|L'ora dello Spritz...Aperol o Campari?|
Dorosoduro’s Campo Santa Margherita is the spot to be on a warm, starlit pre-summer evening in Venice; and last night the hustle and bustle of people filling the popular meeting place showed no exception to that rule.
In and around Venice, a before dinner get together is known as l’ora dello Spritz or Spritz Hour—the local equivalent of Happy Hour. Lifting a glass—complete only if topped off with a large green olive or an orange twist and often both—has become a ritual which is as much a part of Venetian life as sipping a morning cappuccino at the corner bar or stopping in at the local bakery before noon to make sure you get your pick of the day’s freshly baked bread.
Last night I shared my spritz experience with a wonderful group of American expats who—if I quickly pull together an average—have each lived in Venice for more than a decade. After two hours of political chatter—yes we do still care about what happens in our homeland— and thirst quenching that left our brains stimulated and the bottoms of our drinking tumblers red or orange depending on the choice of Campari or Aperol, we left the bar’s jasmine scented garden, shook each other’s hands, double-cheek kissed and shouted Italian and English salutations into the cool night air. Some headed home, one went to the gym, and a smaller group of us answered the not-so-quiet rumble in our stomachs by strolling into the heart of the campo and occupying a table in one of the half-a-dozen al fresco dining trattorie that frame the area.

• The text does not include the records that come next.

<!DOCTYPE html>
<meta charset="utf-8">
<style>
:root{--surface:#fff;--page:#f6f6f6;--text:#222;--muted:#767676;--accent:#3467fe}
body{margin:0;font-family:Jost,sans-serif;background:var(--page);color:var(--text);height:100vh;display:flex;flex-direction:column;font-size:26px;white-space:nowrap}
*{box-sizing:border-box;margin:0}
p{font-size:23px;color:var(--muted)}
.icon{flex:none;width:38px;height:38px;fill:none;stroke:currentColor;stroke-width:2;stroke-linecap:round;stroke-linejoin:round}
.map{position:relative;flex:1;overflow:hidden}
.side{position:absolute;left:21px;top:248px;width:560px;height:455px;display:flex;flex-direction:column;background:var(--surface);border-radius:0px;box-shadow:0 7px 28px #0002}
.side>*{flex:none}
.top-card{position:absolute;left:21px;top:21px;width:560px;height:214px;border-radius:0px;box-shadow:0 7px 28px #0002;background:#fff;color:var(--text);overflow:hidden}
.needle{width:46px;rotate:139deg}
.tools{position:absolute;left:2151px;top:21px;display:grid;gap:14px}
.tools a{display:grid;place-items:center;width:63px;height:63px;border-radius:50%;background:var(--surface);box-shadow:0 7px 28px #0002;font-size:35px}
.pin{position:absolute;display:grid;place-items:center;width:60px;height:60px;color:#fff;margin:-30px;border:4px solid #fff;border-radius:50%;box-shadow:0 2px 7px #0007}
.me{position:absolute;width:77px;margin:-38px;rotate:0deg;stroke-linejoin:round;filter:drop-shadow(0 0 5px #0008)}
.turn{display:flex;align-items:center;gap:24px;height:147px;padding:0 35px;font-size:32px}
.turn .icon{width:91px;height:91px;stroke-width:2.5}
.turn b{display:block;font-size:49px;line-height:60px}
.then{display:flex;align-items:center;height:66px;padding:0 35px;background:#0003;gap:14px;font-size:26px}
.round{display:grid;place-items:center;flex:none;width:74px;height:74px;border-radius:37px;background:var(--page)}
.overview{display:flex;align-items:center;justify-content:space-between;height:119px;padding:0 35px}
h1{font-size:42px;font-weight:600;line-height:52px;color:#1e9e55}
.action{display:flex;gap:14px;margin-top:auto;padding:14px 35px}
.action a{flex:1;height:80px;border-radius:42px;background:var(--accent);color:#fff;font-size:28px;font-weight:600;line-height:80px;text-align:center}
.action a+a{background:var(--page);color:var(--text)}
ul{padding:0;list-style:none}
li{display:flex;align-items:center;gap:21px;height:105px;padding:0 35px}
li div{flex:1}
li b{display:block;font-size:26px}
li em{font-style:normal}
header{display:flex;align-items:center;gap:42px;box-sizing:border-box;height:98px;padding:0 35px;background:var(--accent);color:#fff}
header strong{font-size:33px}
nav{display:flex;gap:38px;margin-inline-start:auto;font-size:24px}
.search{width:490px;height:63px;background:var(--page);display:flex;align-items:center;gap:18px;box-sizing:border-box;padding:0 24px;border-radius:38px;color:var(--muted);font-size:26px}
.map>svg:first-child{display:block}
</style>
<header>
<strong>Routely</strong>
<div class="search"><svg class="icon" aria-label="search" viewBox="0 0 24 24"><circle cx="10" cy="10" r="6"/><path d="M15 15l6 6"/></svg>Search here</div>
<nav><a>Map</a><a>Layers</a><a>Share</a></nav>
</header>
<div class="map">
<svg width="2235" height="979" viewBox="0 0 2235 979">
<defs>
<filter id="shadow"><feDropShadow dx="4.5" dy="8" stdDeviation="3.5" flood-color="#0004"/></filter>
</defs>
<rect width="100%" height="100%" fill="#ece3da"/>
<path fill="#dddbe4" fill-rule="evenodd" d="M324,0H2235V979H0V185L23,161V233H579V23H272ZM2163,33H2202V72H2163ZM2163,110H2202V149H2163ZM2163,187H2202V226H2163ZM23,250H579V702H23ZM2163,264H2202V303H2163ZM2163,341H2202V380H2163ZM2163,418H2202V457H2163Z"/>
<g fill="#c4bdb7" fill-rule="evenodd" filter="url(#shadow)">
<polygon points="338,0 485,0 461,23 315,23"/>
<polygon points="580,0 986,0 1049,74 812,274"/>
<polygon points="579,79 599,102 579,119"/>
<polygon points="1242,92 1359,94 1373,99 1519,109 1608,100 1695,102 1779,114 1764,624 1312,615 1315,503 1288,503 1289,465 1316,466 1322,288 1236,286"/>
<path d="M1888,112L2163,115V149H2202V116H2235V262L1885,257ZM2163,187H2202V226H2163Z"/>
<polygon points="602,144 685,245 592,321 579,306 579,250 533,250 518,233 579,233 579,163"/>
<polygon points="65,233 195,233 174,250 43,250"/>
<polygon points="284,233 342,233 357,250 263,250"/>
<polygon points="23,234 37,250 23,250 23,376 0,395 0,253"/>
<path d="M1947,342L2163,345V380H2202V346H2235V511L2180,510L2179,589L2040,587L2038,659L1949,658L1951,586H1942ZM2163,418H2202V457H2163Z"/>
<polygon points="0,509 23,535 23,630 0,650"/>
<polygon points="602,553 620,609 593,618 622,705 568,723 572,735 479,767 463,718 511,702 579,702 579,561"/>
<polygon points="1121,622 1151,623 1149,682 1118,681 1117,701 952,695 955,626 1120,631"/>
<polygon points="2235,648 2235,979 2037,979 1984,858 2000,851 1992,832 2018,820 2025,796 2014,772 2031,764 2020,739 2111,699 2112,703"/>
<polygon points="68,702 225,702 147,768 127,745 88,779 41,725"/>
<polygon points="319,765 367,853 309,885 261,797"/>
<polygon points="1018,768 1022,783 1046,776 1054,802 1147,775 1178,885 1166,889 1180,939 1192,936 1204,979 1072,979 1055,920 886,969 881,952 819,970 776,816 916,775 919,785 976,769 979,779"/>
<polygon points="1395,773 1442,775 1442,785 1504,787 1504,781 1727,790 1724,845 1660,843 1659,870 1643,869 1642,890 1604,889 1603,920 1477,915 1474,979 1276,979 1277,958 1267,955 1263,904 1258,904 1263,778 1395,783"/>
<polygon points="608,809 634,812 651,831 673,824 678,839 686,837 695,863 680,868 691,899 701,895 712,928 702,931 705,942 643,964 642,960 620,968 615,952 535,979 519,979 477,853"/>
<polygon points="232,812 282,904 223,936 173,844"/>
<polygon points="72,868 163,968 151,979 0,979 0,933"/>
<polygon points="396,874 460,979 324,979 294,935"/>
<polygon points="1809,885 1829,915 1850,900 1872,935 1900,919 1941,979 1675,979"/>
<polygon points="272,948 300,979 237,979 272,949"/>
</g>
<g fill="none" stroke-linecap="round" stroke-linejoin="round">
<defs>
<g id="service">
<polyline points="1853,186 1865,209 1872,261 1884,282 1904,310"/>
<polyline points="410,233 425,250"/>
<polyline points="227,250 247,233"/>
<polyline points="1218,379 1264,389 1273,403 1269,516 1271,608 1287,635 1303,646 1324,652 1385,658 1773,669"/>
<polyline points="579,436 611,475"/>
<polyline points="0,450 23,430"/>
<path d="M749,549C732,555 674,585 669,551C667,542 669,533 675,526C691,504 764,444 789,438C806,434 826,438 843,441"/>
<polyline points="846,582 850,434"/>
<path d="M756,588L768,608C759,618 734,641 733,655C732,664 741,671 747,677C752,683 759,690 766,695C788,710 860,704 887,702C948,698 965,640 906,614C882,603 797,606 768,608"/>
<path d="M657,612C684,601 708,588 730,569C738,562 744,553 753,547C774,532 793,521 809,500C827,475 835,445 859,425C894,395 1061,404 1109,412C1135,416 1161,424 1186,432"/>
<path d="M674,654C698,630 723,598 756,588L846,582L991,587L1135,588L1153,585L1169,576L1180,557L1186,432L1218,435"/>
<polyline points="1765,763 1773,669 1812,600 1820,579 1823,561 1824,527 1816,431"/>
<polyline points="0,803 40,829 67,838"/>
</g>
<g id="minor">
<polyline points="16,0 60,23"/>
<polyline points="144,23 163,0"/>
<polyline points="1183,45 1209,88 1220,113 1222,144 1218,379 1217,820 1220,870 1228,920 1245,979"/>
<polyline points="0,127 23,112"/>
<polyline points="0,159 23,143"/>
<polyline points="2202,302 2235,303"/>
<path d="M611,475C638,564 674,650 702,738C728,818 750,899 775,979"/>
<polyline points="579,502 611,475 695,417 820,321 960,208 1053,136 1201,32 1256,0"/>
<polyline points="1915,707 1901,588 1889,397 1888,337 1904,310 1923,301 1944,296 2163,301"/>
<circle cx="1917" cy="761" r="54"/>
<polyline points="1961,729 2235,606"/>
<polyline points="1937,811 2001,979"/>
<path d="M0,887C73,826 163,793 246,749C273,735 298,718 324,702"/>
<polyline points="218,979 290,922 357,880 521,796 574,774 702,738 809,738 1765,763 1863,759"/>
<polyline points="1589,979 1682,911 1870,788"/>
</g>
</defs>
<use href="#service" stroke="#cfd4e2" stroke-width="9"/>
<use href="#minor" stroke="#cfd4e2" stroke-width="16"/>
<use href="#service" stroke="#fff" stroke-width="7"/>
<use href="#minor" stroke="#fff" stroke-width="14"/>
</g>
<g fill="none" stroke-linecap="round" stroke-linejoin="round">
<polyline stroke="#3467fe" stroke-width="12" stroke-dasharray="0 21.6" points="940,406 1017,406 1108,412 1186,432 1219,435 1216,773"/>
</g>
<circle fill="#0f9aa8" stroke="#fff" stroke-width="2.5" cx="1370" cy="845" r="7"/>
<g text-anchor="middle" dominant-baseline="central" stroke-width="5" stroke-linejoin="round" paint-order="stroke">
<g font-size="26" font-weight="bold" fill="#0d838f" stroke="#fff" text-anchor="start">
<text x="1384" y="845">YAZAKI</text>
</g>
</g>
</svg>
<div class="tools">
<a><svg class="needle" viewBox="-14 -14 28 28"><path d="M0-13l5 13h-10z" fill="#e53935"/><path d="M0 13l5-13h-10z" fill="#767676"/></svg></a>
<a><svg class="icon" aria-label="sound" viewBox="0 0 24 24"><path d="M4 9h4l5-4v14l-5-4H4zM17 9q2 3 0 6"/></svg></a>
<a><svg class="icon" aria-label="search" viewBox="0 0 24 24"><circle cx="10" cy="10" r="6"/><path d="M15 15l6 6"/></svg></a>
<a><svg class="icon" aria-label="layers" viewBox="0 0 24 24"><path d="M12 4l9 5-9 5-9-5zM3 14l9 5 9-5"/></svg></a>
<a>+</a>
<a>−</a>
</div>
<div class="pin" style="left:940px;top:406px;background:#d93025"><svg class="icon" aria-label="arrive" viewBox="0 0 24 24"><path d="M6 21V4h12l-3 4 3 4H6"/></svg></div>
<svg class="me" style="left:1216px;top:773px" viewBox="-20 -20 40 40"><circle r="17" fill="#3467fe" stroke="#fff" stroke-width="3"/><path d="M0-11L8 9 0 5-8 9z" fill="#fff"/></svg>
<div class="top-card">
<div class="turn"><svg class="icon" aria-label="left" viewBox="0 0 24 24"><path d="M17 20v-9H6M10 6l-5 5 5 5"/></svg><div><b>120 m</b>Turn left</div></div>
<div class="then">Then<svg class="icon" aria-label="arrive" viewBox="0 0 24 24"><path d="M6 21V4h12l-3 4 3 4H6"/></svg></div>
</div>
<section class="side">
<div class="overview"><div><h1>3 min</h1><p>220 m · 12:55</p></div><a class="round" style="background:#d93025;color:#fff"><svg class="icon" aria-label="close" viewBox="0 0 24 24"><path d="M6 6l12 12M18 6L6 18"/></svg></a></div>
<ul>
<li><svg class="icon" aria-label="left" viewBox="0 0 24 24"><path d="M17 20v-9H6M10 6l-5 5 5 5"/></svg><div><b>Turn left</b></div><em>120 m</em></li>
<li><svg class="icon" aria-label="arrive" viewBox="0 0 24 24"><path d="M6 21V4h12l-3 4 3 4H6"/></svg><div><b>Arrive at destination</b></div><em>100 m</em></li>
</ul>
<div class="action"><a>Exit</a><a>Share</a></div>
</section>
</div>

We were cordially greeted by the restaurant staff, ordered our meal and continued a more intimate conversation about our lives, hobbies and professions making the pleasant discovery that our small dinner group consisted of a combination of wonderful teachers and writers. Before long we were once again sipping drinks, cutting into artichoke and cheese pizza and satisfying our taste buds with the respectable Italian version of an American Club Sandwich.
Rarely at a loss for words, I did my share of talking, yet what I enjoyed most of all was listening to my new friends. I sat back to contemplate the unrelated events that had touched each of our lives and had brought us to Venice; I liked the idea that these same circumstances were giving us the opprotunity to forge new friendships which otherwise might have been missed had life placed us elsewhere.

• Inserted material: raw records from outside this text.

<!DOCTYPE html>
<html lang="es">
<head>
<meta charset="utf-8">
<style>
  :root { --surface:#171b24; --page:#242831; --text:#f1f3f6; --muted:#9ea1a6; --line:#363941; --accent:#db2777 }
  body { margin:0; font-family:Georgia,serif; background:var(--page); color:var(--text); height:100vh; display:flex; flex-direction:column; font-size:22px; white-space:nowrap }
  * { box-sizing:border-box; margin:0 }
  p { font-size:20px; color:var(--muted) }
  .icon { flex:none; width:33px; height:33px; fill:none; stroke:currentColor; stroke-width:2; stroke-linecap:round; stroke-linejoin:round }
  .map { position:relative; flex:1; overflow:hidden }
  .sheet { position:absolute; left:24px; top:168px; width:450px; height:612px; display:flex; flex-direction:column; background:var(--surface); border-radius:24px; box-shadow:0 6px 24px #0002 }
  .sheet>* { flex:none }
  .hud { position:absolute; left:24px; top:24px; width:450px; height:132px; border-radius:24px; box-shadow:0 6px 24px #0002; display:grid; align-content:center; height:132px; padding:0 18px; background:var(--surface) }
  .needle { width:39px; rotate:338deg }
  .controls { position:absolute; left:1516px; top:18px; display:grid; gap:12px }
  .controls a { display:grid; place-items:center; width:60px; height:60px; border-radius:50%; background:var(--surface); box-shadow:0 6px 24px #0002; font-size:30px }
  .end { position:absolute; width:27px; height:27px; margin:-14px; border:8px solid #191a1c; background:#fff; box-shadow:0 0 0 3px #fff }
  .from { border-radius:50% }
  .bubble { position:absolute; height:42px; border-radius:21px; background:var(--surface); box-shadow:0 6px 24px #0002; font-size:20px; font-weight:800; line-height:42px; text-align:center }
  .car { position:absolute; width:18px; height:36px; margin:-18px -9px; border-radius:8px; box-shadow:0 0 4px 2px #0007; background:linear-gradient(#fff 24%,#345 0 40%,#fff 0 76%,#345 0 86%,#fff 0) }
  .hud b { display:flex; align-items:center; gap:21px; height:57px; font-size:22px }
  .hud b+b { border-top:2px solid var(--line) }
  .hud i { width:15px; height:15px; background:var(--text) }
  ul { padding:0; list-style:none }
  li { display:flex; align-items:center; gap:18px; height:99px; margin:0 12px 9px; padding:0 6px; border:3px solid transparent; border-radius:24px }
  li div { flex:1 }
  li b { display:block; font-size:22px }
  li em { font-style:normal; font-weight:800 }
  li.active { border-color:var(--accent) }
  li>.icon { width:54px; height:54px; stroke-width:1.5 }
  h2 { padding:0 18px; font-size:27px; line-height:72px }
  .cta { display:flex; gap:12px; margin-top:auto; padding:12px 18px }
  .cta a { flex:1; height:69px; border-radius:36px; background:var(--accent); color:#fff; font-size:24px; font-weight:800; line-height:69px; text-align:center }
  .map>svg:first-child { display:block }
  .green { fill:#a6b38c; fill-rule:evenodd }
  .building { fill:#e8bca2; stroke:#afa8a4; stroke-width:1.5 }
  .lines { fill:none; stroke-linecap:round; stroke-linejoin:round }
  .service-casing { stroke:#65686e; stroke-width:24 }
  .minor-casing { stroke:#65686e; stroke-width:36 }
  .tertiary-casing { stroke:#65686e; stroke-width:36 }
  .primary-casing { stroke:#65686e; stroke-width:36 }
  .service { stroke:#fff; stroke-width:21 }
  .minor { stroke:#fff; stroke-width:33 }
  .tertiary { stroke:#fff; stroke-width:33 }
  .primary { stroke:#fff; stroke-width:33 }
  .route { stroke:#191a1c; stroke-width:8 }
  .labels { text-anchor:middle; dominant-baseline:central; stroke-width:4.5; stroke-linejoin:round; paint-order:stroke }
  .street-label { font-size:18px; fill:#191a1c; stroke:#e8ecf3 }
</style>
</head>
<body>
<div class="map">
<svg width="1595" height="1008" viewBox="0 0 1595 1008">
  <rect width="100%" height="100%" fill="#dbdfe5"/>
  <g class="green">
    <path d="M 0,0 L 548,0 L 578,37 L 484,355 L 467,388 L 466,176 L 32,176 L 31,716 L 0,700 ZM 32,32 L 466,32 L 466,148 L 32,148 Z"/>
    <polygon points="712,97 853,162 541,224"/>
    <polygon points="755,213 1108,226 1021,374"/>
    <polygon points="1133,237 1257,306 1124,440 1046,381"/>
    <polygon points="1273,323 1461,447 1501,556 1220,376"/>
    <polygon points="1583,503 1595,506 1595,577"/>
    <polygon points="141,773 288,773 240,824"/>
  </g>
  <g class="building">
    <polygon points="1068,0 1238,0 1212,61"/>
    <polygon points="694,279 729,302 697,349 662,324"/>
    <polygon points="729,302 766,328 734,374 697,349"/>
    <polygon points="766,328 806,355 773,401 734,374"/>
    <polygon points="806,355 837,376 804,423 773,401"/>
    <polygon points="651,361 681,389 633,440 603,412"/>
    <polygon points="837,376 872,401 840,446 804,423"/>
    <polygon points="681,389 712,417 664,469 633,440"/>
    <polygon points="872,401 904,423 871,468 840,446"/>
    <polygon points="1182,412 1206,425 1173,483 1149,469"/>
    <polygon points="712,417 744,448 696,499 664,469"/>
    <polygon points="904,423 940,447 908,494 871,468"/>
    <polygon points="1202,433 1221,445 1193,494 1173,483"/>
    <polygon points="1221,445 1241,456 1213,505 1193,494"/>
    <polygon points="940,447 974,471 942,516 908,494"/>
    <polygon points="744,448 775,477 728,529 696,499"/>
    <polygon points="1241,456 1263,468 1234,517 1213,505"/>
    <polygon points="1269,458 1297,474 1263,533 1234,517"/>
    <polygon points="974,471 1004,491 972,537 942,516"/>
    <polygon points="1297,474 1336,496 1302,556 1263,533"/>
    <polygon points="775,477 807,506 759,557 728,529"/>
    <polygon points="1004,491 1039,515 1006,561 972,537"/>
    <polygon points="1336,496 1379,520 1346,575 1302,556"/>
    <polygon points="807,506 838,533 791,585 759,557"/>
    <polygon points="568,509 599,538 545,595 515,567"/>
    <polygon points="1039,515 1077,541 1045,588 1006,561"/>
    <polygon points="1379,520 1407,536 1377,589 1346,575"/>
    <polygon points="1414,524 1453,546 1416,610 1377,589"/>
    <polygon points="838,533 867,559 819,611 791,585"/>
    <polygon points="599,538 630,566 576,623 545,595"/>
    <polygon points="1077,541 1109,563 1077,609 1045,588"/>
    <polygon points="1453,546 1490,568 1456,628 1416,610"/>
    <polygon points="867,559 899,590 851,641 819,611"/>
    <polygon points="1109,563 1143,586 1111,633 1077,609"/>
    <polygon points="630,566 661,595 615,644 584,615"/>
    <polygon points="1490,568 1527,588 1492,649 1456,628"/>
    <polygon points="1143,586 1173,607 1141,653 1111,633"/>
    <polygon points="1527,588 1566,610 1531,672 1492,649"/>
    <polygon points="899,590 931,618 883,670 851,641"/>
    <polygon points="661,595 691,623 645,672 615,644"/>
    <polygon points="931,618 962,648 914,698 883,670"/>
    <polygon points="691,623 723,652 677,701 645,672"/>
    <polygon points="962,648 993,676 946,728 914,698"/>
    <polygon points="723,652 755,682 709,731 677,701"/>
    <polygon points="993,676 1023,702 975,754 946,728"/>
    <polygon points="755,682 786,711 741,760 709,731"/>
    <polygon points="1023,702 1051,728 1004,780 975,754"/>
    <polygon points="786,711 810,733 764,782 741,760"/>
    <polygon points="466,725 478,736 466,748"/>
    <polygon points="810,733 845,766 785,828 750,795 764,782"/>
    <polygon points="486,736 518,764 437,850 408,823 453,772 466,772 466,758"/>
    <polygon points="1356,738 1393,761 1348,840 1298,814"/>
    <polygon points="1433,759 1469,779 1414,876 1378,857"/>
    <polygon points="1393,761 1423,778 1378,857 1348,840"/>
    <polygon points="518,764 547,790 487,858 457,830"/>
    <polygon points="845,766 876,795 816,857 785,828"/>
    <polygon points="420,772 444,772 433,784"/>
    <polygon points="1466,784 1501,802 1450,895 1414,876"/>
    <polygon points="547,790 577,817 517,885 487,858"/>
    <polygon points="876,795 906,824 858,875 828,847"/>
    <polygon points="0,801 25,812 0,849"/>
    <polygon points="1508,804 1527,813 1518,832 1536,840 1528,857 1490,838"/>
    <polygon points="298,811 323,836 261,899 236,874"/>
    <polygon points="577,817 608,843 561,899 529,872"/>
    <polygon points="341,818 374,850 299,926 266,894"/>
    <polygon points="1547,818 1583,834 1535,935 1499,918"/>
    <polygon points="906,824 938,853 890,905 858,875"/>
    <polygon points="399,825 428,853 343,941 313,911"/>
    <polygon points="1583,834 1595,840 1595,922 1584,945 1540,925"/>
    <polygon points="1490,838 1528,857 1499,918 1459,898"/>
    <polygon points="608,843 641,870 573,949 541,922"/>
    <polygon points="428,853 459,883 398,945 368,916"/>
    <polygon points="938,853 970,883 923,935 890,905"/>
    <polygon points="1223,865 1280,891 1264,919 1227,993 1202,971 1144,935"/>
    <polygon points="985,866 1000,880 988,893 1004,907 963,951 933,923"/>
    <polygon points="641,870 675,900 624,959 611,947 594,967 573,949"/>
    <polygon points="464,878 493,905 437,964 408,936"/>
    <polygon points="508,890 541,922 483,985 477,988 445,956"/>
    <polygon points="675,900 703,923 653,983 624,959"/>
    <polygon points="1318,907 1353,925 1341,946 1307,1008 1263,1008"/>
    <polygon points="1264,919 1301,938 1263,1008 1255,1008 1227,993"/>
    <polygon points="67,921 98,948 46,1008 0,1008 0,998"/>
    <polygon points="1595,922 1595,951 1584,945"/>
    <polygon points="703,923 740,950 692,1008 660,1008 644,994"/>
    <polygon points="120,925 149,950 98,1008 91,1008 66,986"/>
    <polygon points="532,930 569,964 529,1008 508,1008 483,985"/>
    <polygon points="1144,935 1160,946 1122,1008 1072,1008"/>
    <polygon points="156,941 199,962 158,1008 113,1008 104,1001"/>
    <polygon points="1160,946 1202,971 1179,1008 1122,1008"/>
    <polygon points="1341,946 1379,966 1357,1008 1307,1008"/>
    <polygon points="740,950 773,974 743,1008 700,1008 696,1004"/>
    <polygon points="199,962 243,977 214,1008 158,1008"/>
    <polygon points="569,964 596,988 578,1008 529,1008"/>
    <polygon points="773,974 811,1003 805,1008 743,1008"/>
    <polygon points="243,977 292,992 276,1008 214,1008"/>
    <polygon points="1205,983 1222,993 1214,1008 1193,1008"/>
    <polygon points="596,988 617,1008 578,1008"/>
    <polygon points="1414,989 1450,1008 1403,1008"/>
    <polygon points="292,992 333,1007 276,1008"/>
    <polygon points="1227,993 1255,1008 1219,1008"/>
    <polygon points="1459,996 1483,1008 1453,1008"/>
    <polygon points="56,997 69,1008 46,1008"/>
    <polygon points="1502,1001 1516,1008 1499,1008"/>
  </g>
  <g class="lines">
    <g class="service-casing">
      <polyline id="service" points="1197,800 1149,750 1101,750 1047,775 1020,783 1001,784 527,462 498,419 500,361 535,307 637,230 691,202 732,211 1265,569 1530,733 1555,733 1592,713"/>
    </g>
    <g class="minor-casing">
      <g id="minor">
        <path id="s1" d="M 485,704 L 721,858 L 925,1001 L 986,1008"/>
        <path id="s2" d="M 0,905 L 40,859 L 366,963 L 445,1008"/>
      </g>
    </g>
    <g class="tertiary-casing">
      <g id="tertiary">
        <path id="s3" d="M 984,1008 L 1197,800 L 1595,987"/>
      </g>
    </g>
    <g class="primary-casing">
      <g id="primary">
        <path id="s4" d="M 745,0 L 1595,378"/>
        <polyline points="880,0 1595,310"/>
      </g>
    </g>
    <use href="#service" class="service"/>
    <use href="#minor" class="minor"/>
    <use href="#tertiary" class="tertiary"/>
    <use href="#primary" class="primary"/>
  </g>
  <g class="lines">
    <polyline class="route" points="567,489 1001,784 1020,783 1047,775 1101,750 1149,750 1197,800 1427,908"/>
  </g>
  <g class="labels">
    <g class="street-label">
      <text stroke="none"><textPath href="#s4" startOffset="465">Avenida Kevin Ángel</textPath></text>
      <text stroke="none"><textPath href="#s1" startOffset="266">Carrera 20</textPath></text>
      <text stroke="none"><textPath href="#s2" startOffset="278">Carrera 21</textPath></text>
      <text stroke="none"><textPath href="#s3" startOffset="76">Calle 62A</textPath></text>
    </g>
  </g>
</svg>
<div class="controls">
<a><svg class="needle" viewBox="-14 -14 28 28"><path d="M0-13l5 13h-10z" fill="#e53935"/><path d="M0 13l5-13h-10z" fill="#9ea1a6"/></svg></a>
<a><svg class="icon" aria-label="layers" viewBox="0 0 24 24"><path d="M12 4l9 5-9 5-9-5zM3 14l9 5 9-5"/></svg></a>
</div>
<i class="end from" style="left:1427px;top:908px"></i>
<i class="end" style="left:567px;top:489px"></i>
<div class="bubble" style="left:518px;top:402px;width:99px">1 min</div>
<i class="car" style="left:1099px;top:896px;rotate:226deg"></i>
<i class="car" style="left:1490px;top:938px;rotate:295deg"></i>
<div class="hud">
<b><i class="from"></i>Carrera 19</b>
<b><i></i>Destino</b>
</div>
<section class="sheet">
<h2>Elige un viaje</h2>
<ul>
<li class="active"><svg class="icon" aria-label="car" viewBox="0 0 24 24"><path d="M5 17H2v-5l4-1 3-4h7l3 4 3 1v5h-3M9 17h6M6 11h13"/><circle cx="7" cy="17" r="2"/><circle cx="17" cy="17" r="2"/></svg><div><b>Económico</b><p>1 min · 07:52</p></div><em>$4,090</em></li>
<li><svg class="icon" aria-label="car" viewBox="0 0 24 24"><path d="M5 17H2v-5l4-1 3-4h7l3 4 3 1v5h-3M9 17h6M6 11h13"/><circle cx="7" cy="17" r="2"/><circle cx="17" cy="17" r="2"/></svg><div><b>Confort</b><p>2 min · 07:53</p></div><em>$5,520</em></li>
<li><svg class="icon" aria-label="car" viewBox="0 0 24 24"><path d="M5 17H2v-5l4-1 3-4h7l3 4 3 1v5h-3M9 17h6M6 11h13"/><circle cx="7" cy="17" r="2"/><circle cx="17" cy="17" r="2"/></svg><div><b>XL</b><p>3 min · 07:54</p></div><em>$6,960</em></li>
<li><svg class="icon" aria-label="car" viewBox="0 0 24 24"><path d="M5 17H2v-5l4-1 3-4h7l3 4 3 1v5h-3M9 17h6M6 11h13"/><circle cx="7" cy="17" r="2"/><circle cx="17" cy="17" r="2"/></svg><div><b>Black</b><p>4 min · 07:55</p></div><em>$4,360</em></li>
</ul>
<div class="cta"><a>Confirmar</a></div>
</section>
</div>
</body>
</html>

The evening rushed ahead and our thoughts turned to trains to catch, early morning appointments, and my husband who was waiting for me in St. Mark’s square after a long day at work. The conto came and as we all reached for our wallets the joy that had wrapped its arms around our lovely evening vanished. We were given a swift shove back to the unpleasant side of reality when one of our friends discovered that while we were enjoying each other’s company, someone else had unzipped her purse, reached inside and stolen her wallet; apparently it was one of the two men who had been seated at the table behind us, and had opened and closed their menus only to quickly leave without ordering.
I’d like to believe that these things can’t happen in this beautiful city; but they do. The genuine sense of security and ownership that one quickly feels when in Venice can betray the visitor as well as the resident. The feeling of being part of a neighborhood is exactly what makes it easy for the work of pick-pockets to go unnoticed. My comments are not meant to frighten or criticize, but instead are meant to remind all that in the majority of touristic cities in Italy and around the world this is not only the high tourist season but also the time of year when pick-pockets do their best business. On the street, in crowds, on the vaporetti and especially while seated in cafés, restaurants and bars keep your purse zipped and in front of you or your wallet and cash in your front pocket. You’ll keep the bad guys a little more honest, and save yourself from remembering a lovely evening in a beautiful campo as an unpleasant experience.